Nam Youngja, Lee Chankyu
Humanities Research Institute, Chung-Ang University, Seoul 06974, Korea.
Department of Korean Language and Literature, Chung-Ang University, Seoul 06974, Korea.
Sensors (Basel). 2021 Jun 27;21(13):4399. doi: 10.3390/s21134399.
Convolutional neural networks (CNNs) are a state-of-the-art technique for speech emotion recognition. However, CNNs have mostly been applied to noise-free emotional speech data, and limited evidence is available for their applicability in emotional speech denoising. In this study, a cascaded denoising CNN (DnCNN)-CNN architecture is proposed to classify emotions from Korean and German speech in noisy conditions. The proposed architecture consists of two stages. In the first stage, the DnCNN exploits the concept of residual learning to perform denoising; in the second stage, the CNN performs the classification. The classification results for real datasets show that the DnCNN-CNN outperforms the baseline CNN in overall accuracy for both languages. For Korean speech, the DnCNN-CNN achieves an accuracy of 95.8%, whereas the accuracy of the CNN is marginally lower (93.6%). For German speech, the DnCNN-CNN has an overall accuracy of 59.3-76.6%, whereas the CNN has an overall accuracy of 39.4-58.1%. These results demonstrate the feasibility of applying the DnCNN with residual learning to speech denoising and the effectiveness of the CNN-based approach in speech emotion recognition. Our findings provide new insights into speech emotion recognition in adverse conditions and have implications for language-universal speech emotion recognition.

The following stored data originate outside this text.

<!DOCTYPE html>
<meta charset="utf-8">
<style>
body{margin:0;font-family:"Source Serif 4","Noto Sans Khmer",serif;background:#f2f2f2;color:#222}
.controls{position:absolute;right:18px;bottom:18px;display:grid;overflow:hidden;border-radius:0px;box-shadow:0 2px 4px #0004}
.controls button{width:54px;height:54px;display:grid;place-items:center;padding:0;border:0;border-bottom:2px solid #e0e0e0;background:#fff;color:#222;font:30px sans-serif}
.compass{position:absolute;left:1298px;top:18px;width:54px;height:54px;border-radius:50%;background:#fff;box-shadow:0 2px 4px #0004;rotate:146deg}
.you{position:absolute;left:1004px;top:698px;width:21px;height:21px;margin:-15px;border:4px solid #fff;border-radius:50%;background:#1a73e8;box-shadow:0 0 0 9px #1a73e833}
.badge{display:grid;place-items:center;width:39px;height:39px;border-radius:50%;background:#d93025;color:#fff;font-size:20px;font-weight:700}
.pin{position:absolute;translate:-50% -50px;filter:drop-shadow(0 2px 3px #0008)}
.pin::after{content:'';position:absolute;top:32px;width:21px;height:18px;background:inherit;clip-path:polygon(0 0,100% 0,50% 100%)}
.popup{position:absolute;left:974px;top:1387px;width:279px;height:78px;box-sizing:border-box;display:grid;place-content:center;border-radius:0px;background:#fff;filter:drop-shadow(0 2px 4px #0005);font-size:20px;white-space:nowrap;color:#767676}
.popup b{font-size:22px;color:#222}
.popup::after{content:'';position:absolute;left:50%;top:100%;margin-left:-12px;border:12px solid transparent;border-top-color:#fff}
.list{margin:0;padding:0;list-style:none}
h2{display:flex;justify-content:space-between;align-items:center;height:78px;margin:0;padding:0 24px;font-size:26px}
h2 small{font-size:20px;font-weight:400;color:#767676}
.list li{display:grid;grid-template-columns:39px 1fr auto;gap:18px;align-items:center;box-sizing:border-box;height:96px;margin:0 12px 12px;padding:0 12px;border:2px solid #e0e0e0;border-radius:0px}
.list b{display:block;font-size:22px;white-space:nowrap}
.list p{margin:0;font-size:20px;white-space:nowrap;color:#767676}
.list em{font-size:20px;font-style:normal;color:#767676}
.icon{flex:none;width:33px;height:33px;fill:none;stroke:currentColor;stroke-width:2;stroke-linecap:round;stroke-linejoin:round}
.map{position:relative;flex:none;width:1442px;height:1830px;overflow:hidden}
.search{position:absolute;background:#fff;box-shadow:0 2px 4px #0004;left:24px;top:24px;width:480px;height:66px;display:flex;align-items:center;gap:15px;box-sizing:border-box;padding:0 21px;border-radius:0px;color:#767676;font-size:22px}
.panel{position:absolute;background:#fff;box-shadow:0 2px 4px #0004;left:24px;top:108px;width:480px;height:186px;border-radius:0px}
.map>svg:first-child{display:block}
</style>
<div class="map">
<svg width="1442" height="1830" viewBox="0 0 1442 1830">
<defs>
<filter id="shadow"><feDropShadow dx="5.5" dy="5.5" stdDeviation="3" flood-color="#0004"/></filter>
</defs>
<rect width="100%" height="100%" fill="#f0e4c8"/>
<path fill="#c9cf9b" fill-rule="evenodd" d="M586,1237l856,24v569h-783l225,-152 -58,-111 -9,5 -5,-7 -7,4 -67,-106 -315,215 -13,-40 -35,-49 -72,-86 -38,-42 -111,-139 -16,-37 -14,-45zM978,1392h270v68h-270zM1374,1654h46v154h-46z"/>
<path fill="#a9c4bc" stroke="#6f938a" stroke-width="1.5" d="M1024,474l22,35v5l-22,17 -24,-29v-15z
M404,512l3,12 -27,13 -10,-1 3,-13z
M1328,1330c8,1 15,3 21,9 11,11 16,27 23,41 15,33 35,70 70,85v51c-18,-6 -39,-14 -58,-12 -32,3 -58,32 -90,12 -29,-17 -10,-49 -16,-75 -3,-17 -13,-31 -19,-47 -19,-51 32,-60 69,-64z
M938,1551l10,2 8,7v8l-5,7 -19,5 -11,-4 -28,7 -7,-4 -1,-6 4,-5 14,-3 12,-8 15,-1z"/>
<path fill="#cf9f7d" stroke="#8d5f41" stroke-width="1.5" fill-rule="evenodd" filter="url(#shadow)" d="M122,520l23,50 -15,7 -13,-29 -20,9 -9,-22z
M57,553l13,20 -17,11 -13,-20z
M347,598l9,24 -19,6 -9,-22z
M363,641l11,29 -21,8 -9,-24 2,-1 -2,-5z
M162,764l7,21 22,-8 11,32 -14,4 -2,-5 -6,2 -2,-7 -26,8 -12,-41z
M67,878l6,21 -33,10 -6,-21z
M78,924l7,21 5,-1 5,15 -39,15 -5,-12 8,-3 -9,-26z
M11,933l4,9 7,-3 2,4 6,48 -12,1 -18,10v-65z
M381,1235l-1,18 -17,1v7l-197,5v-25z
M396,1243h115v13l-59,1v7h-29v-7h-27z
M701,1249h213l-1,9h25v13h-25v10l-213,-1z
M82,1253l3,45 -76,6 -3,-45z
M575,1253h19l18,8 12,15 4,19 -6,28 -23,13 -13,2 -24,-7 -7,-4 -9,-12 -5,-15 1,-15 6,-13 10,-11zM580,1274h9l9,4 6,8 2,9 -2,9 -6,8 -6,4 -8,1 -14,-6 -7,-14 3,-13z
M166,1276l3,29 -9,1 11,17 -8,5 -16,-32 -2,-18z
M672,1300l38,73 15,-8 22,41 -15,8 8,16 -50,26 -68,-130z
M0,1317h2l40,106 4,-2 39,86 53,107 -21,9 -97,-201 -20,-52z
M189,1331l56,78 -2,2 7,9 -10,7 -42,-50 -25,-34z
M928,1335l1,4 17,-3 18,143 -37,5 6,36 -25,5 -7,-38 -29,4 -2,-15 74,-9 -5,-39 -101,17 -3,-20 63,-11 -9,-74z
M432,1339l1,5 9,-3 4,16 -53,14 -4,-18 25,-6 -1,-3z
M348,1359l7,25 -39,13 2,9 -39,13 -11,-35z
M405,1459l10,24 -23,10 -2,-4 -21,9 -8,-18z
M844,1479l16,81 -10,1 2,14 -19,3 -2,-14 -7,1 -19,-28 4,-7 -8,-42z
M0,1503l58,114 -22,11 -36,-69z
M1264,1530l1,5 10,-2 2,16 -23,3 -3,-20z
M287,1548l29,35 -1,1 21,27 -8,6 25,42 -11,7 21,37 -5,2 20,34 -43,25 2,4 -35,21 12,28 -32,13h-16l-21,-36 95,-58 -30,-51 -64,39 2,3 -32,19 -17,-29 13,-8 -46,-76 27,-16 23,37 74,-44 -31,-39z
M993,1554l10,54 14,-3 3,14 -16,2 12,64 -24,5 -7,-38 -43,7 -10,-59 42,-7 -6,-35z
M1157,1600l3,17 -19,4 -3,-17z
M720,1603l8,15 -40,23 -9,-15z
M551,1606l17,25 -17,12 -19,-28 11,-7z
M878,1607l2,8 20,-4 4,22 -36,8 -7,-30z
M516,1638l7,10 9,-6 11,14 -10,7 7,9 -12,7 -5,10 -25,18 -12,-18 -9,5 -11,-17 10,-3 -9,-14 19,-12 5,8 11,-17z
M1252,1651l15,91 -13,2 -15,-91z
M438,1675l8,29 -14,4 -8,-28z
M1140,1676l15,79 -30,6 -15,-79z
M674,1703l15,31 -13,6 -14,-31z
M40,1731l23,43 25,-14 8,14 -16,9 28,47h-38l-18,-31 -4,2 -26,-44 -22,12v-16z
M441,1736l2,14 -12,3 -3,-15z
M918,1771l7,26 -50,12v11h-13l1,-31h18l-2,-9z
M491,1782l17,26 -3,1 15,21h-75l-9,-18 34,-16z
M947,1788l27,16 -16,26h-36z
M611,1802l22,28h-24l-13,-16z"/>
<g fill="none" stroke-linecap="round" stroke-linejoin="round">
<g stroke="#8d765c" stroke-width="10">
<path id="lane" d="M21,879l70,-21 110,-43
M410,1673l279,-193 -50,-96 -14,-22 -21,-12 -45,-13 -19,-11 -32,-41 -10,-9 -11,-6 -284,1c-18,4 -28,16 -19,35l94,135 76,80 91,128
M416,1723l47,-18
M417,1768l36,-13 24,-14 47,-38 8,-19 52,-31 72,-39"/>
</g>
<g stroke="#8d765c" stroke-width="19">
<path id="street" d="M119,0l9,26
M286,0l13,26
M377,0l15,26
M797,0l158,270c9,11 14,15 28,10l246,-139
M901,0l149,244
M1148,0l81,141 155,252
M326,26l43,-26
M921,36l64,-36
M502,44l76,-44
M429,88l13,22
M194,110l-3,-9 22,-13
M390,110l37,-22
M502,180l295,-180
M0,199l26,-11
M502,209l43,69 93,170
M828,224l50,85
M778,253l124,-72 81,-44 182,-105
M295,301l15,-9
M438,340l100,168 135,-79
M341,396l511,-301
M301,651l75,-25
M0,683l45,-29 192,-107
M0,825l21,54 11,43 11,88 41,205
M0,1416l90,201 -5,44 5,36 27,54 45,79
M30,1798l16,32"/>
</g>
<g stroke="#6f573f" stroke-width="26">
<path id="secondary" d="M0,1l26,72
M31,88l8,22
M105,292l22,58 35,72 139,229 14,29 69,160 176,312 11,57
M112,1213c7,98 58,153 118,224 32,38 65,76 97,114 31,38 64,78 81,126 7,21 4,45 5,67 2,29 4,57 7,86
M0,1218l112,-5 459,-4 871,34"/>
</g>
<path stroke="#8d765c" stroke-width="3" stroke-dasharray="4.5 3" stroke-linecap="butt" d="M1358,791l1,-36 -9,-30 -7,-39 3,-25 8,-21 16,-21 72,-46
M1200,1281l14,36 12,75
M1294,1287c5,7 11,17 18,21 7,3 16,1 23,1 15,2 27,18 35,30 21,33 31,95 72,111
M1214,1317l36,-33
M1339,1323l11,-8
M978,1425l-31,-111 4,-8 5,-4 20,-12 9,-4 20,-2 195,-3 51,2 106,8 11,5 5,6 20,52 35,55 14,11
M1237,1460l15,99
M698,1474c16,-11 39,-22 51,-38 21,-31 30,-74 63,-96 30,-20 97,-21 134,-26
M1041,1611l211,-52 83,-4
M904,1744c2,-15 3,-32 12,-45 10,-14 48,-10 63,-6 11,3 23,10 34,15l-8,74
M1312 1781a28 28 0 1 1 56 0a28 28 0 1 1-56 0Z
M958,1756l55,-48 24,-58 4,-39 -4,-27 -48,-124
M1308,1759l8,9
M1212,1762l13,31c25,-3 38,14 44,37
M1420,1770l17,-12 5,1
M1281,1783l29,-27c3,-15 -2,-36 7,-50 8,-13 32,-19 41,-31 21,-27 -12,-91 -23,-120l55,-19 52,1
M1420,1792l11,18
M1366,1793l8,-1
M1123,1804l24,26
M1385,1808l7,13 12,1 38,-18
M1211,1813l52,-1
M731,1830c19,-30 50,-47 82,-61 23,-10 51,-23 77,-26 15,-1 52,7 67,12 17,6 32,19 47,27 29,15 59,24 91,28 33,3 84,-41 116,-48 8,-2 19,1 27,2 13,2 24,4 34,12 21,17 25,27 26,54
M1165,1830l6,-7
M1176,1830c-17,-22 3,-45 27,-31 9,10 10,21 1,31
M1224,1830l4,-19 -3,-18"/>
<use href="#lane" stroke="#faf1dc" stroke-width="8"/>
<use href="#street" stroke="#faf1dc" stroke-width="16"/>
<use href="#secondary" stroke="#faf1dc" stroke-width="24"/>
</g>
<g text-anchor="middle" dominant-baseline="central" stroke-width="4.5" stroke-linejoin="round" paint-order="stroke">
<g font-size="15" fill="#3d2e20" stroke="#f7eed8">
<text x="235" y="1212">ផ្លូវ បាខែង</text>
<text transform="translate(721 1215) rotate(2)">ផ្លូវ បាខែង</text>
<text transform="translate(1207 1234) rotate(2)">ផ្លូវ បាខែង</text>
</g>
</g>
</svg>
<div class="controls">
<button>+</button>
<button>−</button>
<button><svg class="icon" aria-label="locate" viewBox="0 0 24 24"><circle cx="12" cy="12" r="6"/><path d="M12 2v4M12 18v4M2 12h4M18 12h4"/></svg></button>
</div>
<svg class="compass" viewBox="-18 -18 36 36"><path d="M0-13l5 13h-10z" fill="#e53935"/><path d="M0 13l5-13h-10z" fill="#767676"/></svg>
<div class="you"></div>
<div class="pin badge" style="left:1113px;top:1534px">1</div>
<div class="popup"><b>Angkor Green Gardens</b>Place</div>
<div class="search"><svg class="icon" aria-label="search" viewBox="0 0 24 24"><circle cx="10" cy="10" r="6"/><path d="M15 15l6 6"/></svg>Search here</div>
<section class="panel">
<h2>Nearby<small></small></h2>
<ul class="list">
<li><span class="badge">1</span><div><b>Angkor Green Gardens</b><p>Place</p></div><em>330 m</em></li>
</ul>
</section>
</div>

卷积神经网络(CNNs)是一种用于语音情感识别的先进技术。然而,卷积神经网络大多应用于无噪声的情感语音数据,其在情感语音去噪方面的适用性证据有限。在本研究中,提出了一种级联去噪卷积神经网络(DnCNN)-卷积神经网络架构,用于在有噪声条件下对韩语和德语语音的情感进行分类。所提出的架构由两个阶段组成。在第一阶段,DnCNN利用残差学习的概念进行去噪;在第二阶段,卷积神经网络进行分类。真实数据集的分类结果表明,DnCNN-卷积神经网络在两种语言的总体准确率方面均优于基线卷积神经网络。对于韩语语音,DnCNN-卷积神经网络的准确率达到95.8%,而卷积神经网络的准确率略低(93.6%)。对于德语语音,DnCNN-卷积神经网络的总体准确率为59.3 - 76.6%,而卷积神经网络的总体准确率为39.4 - 58.1%。这些结果证明了将具有残差学习的DnCNN应用于语音去噪的可行性以及基于卷积神经网络的方法在语音情感识别中的有效性。我们的研究结果为不利条件下的语音情感识别提供了新的见解,并对语言通用的语音情感识别具有启示意义。